Фактически распорядителем обихода царской семьи сделался правительственный комиссар, которому по инструкции всецело подчинен был и начальник отряда особого назначения. Самый выбор лиц, призванных наблюдать за заключенными, показывает, что революционная власть отнюдь не собиралась отягощать заключение: «Панкратов был человек умный, развитой, замечательно мягкий», – характеризует правительственного комиссара Кобылинский. Воспоминания самого Панкратова, нашедшего, по его словам, в лице Кобылинского «лучшего, благородного, добросовестного сотрудника» [254], подтверждают такую характеристику: комиссар довольно благожелательно относился к «царственным пленникам» и всегда готов был облегчить их положение в пределах полученной инструкции (на него удручающее впечатление произвело то, что при представлении ему в первый раз члены семьи выстроились в «стройную шеренгу, руки по швам – так выстраивают содержащихся в тюрьме при обходе начальства»). «Панкратов сам лично не был способен совершенно причинить сознательно зло кому-либо из семьи, но тем не менее выходило, что семья страдала», – показывал Кобылинский. Отчасти это объясняется узкой и прямолинейной демократичностью выбранного Панкратовым себе в помощники прап. Никольского, с которым старый шлиссельбуржец сошелся еще в дни ссылки в Якутской области.

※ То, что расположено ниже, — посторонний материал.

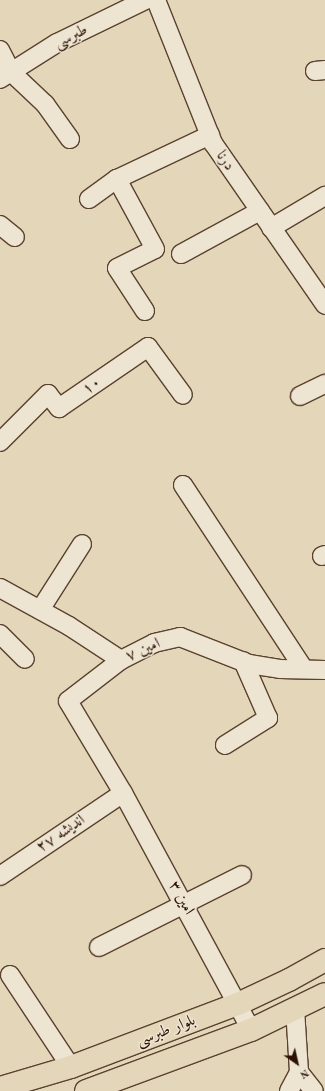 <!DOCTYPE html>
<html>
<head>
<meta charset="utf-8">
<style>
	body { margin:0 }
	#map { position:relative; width:325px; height:1091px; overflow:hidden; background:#e4d6b9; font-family:"Old Standard TT",Amiri,serif }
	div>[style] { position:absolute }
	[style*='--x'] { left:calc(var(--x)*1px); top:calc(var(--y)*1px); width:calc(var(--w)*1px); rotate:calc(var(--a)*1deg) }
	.roads { filter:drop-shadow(1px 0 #5a422f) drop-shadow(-1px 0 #5a422f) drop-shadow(0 1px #5a422f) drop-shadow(0 -1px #5a422f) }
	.minor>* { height:18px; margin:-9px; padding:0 9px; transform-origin:9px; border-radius:9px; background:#ede4d2 }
	.major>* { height:22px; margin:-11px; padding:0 11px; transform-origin:11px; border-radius:11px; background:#e4d6b9 }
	span { translate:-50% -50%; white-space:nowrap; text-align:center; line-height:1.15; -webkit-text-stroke:3px #ede4d2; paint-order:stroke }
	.street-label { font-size:16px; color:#2c1001 }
	.north { position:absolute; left:277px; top:1043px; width:40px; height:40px; -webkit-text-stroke:3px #ede4d2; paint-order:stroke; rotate:146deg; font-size:11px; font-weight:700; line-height:16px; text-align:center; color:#2c1001 }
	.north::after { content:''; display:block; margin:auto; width:14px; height:18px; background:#2c1001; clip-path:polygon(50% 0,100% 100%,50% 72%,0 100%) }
</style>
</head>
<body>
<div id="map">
	<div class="roads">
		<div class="minor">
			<div style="--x:156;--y:0;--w:154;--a:68.3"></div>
			<div style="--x:213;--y:143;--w:197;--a:55.3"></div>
			<div style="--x:0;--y:50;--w:25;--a:63"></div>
			<div style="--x:11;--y:72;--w:47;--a:43.3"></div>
			<div style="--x:45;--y:104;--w:43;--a:54.5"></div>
			<div style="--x:315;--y:71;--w:10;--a:-6"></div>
			<div style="--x:0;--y:79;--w:67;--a:-32.3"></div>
			<div style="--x:57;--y:43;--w:98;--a:-26"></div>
			<div style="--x:89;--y:199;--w:34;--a:-36"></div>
			<div style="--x:0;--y:225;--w:19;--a:39"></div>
			<div style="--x:271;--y:228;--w:63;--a:-30.7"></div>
			<div style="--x:181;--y:254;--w:90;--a:-28.6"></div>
			<div style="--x:145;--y:311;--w:51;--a:-123.1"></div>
			<div style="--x:117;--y:268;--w:42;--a:-26.6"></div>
			<div style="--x:155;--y:249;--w:80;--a:-118.5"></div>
			<div style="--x:117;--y:179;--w:103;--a:-25.3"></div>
			<div style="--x:300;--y:396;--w:28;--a:-26"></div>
			<div style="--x:0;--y:442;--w:68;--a:-45"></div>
			<div style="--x:48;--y:394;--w:18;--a:52"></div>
			<div style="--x:59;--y:408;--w:108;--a:-34.4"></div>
			<div style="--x:148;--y:347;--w:59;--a:53.9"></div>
			<div style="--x:183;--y:485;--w:220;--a:56.7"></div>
			<div style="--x:322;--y:556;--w:3;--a:-18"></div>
			<div style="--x:0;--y:588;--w:79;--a:28.8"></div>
			<div style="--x:69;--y:626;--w:62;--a:33.2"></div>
			<div style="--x:121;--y:660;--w:37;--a:-27"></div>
			<div style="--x:154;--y:643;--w:27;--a:-13"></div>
			<div style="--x:180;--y:637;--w:74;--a:21.4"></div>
			<div style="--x:249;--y:664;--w:31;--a:9"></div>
			<div style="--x:280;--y:669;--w:45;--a:1.3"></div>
			<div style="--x:40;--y:610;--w:78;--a:-57.5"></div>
			<div style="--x:0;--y:634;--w:35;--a:45"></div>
			<div style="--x:121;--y:660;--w:67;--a:142.3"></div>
			<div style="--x:68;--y:701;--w:107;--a:59.1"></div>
			<div style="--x:123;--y:793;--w:269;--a:61.6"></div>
			<div style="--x:225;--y:745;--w:51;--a:-32.1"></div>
			<div style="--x:268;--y:718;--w:62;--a:-113.7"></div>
			<div style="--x:0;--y:876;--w:148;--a:-34"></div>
			<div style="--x:99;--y:947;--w:160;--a:-26.7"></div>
			<div style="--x:10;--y:975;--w:110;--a:56.5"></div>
			<div style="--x:299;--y:1072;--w:24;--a:52"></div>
			<div style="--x:289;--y:1091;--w:21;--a:-62"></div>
			<div style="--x:299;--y:1072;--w:63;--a:-93.6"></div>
		</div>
		<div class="major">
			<div style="--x:0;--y:1088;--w:74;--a:-16.5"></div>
			<div style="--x:71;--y:1067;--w:178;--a:-20.7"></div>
			<div style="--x:238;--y:1004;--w:56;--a:-25.2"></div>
			<div style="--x:289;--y:980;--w:41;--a:-29.1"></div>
			<div style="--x:86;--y:1091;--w:176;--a:-20.3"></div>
			<div style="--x:251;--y:1030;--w:82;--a:-25.9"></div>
		</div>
	</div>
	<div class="street-label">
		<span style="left:71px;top:37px;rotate:-27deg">طبرسی</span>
		<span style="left:225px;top:161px;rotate:55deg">درنا</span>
		<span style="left:92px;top:386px;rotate:-35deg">۱۰</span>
		<span style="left:143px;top:650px;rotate:-23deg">امین ۷</span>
		<span style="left:61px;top:834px;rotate:-34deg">اندیشه ۲۷</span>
		<span style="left:181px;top:898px;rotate:61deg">امین ۳</span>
		<span style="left:166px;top:1031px;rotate:-21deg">بلوار طبرسی</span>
	</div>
	<div class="north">N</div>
</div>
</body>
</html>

«Никольский, – характеризует его Кобылинский, – грубый бывший семинарист, лишенный воспитания человек, упрямый, как бык, направь его по одному направлению, он и будет ломиться, невзирая ни на что». Дело было, конечно, не в наружной «вульгарности» Никольского, отмечаемой Боткиной-Мельник («рабочий или бедный учитель» – записал Царь свое впечатление 1 сентября), а, по-видимому, в том, что этот партийный с. р. (одно время он был председателем тобольского совета), человек, вероятно, очень идейный («смелый и бескорыстный друг», – называет его Панкратов), но не очень умный, с упрямой настойчивостью пытался соблюдать до некоторой степени внешнюю форму тюремного содержания для тобольских «пленников» [255]. Здесь сказывалось роковое основное противоречие, которое заключалось в двойственном положении заключенных: политическая изоляция (ссылка) и охрана семьи от эксцессов революции. В качестве иллюстрации настойчивости помощника Панкратова Кобылинский рассказывает, как по его настоянию были сделаны специальные фотографические карточки с подписью с номерами для членов свиты и служебного персонала для выходов на волю. «Нас, бывало, заставляли сниматься и в профиль и в лицо», – мотивировал Никольский свое требование. Он же поднял целую историю, когда наследник выглянул из своего заключения через забор. Одна из свидетельниц показывала Соколову (вероятно, преувеличивая), что Никольский имел терпение и «глупость» (добавляла она) из окна своей комнаты наблюдать за тем, «чтобы ребенок не позволял себе такой вольности». Может быть, отсутствие такта и преувеличивало сильно сознательную злонамеренность Никольского[256].